(Given data)
■ ■ ■
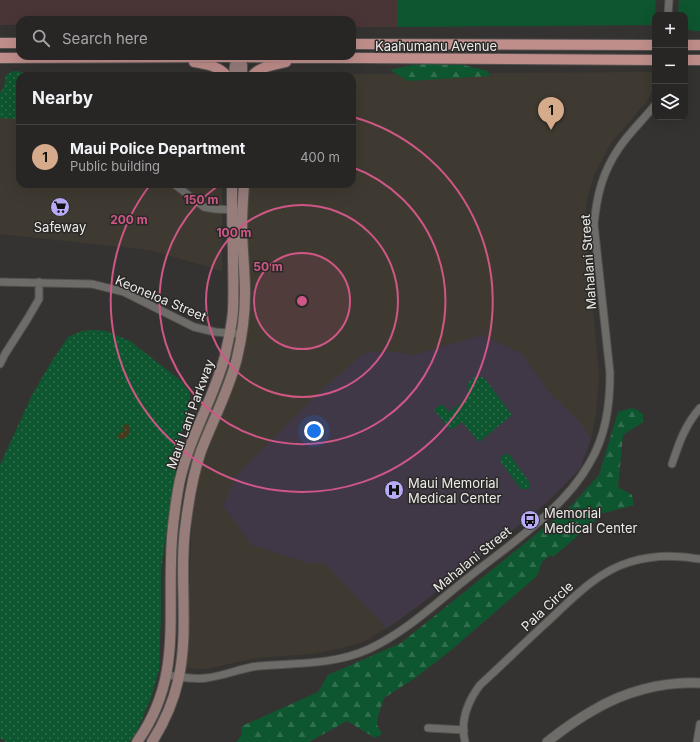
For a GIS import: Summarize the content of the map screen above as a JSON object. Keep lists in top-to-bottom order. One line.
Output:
{"streets":{"main road":["Kaahumanu Avenue","Maui Lani Parkway"],"street":["Mahalani Street","Keoneloa Street","Pala Circle"]},"crossings":[["Mahalani Street","Maui Lani Parkway"],["Keoneloa Street","Maui Lani Parkway"]],"places":{"supermarket":["Safeway"],"hospital":["Maui Memorial Medical Center"],"bus stop":["Memorial Medical Center"]},"page":{"map_buttons":["+","−"],"search":"Search here","heading":"Nearby","pins":"1","list":[{"mark":"1","name":"Maui Police Department","note":"Public building","value":"400 m"}]},"rings":["150 m","200 m","100 m","50 m"]}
■ ■ ■
(Exercise instructions)
Only the pictures are dropped. Otherwise, write out the listing exactly.

(Answer space)
For a GIS import: Summarize the content of the map screen above as a JSON object. Keep lists in top-to-bottom order. One line.
Output:
{"streets":{"main road":["Kaahumanu Avenue","Maui Lani Parkway"],"street":["Mahalani Street","Keoneloa Street","Pala Circle"]},"crossings":[["Mahalani Street","Maui Lani Parkway"],["Keoneloa Street","Maui Lani Parkway"]],"places":{"supermarket":["Safeway"],"hospital":["Maui Memorial Medical Center"],"bus stop":["Memorial Medical Center"]},"page":{"map_buttons":["+","−"],"search":"Search here","heading":"Nearby","pins":"1","list":[{"mark":"1","name":"Maui Police Department","note":"Public building","value":"400 m"}]},"rings":["150 m","200 m","100 m","50 m"]}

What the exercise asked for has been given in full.